In the first systematic attempt to assess how common the infections have become, researchers did a comprehensive analysis of these methicillin-resistant Staphylococcus aureus (MRSA) infections in Baltimore, Atlanta and Minnesota in 2001 and 2002. They found 2,107 cases in people who had no contact with hospitals, the primary locales where such infections turned up in the past. The non-hospital cases accounted for 8 percent to 20 percent of all such infections identified in the study. Children ages 2 and younger appeared to be especially vulnerable.
"A decade ago, it would have been zero percent," Fridkin said. "We wanted to see if this had become commonplace in the community. The answer is a resounding 'yes.' It's clearly no longer limited to the hospital."
The microbe is a strain of the ubiquitous bacterium Staphylococcus aureus, which usually causes well-known "staph" infections that are easily treated with common antibiotics in the penicillin family, such as methicillin and amoxicillin.
In recent years, small outbreaks of infections with a strain that is impervious to those antibiotics have been reported among athletes, inmates, children and other groups, but otherwise resistant staph strains had been almost exclusively limited to hospitals.
"We're used to resistant staph in the hospital as a problem among patients with heart failure, liver failure, cancer or other health problems," said David N. Gilbert of the Oregon Health & Science University. "It's started attacking normal healthy people, causing serious, often fatal illness."
The germ, which is spread by casual contact, produces potent toxins that kill disease-fighting white blood cells. That rapidly turns minor rug burns, cuts and other skin infections into serious health problems, apparently including "necrotizing" abscesses that eat away tissue. Previously, such cases were thought to be caused only by strep bacteria.
In other cases, the microbe gets into the lungs, causing unusually serious cases of pneumonia, often on the heels of the flu, or spreads into the bloodstream, triggering life-threatening complications.

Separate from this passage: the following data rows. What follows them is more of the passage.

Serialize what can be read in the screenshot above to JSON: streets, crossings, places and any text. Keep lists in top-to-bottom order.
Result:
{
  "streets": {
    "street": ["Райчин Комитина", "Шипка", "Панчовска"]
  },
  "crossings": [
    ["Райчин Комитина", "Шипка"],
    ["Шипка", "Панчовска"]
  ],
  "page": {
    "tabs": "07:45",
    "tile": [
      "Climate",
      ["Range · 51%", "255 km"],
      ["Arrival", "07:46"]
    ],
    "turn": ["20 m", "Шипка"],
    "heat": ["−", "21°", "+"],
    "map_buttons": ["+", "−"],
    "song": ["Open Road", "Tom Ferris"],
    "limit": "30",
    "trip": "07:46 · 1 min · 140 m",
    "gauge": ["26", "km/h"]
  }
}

"This has now become a significant problem in this country," said Donald M. Poretz, an infectious-disease expert at Georgetown University who serves as president of the National Foundation for Infectious Diseases. "We see dozens of these cases in our offices."

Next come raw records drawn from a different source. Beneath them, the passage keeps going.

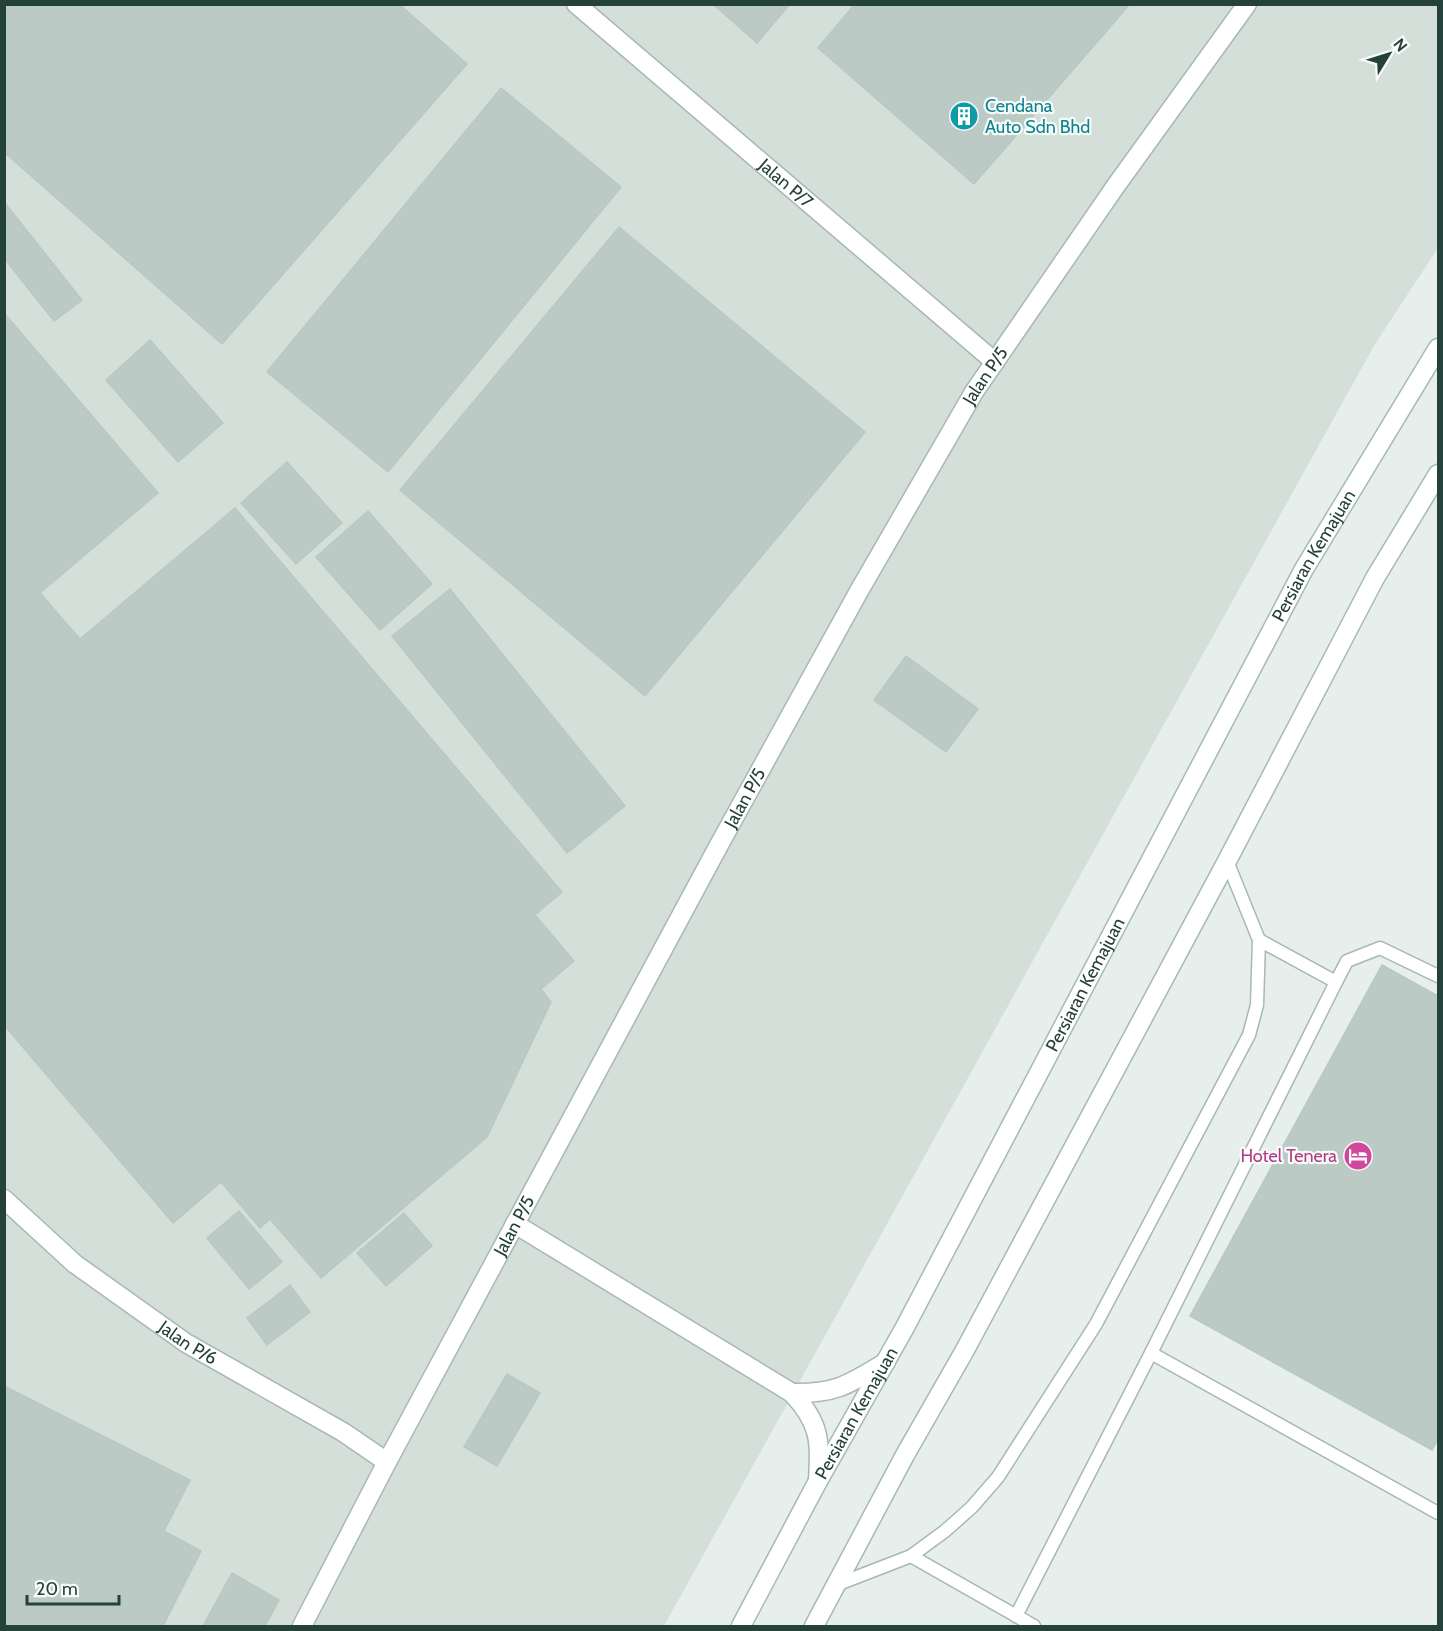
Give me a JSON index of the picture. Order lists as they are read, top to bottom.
{
  "streets": {
    "street": [
      "Jalan P/7",
      "Jalan P/5",
      "Persiaran Kemajuan",
      "Jalan P/6"
    ]
  },
  "crossings": [
    ["Jalan P/7", "Jalan P/5"],
    ["Jalan P/5", "Jalan P/6"]
  ],
  "places": {
    "building": ["Cendana Auto Sdn Bhd"],
    "hotel": ["Hotel Tenera"]
  },
  "scale_bar": "20 m",
  "north": "top right"
}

The infections can often be treated simply by lancing and draining abscesses and quickly administering less commonly used antibiotics, such as vancomycin. The risk of becoming infected can be minimized by taking common-sense precautions, such as frequent hand-washing. But experts fear doctors, especially in areas where the microbe is not yet well known, will not recognize it.

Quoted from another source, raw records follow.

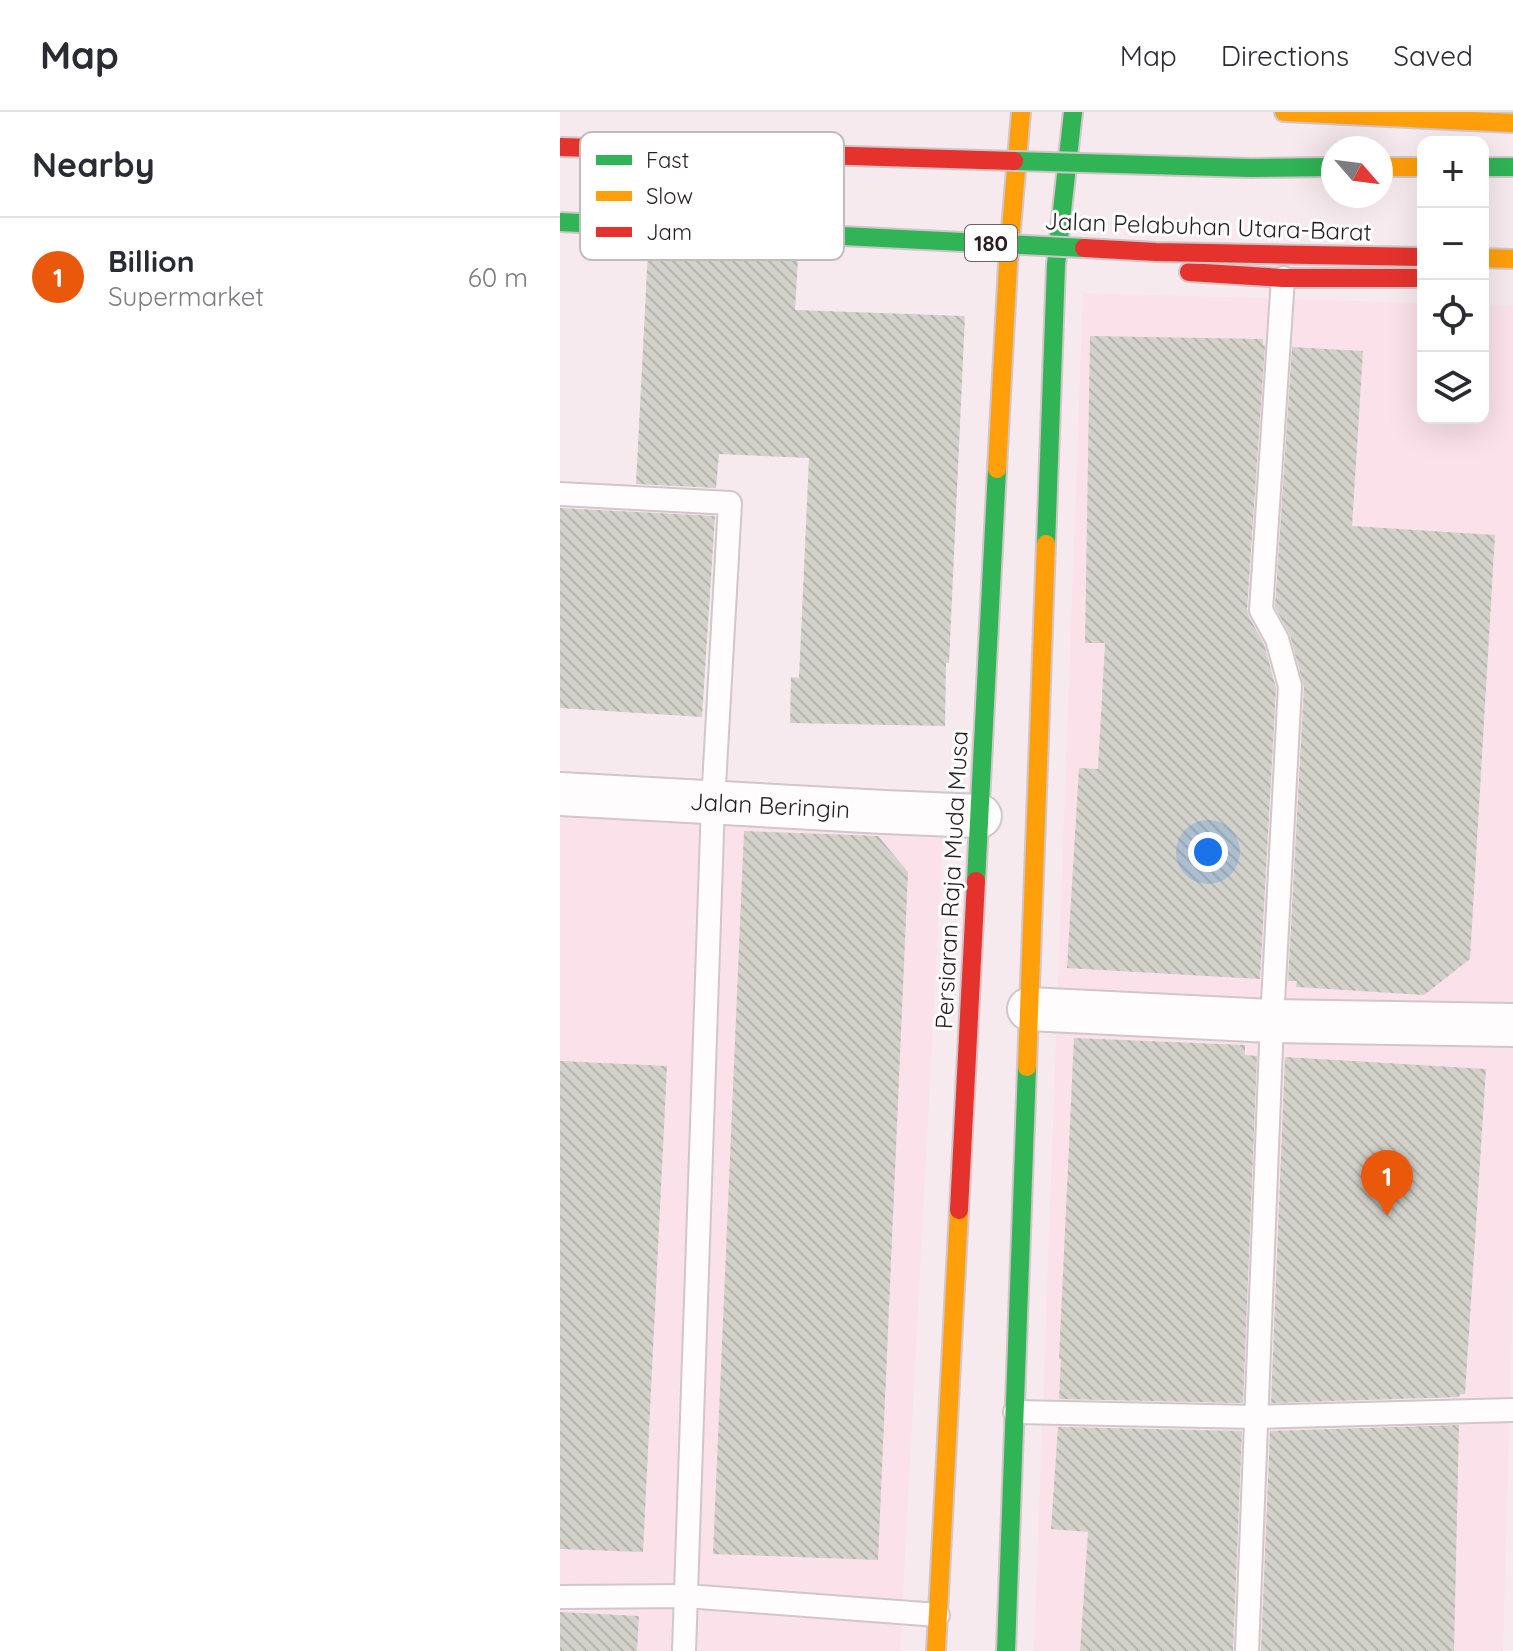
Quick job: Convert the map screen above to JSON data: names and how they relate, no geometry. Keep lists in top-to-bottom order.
{
  "streets": {
    "main road": ["Jalan Pelabuhan Utara-Barat", "180", "Persiaran Raja Muda Musa"],
    "street": ["Jalan Beringin"]
  },
  "crossings": [
    ["Jalan Beringin", "Persiaran Raja Muda Musa"]
  ],
  "legend": ["Fast", "Slow", "Jam"],
  "north": "bottom right",
  "page": {
    "header": "Map",
    "nav": ["Map", "Directions", "Saved"],
    "heading": "Nearby",
    "map_buttons": ["+", "−"],
    "list": [
      {
        "mark": "1",
        "name": "Billion",
        "note": "Supermarket",
        "value": "60 m"
      }
    ],
    "pins": "1"
  }
}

"Some of our patients had to have very extensive surgery to remove all of the dead tissue, and many of them were quite ill and required intensive care," said Miller of UCLA. "It's an infectious-disease emergency, because without prompt surgery, treatment and antibiotics, people will die."
The resistant strain probably emerged because of the overuse of antibiotics. Public health officials have become increasingly concerned about this trend, especially because little work is underway to develop a new generation of antibiotics.
Experts are also concerned that the shrinking number of effective antibiotics may also be slowly losing their power.
"What people are concerned about is that we'll be losing these drugs one by one until we don't have any effective ones left," said Walter E. Stamm, president of the Infectious Disease Society of America.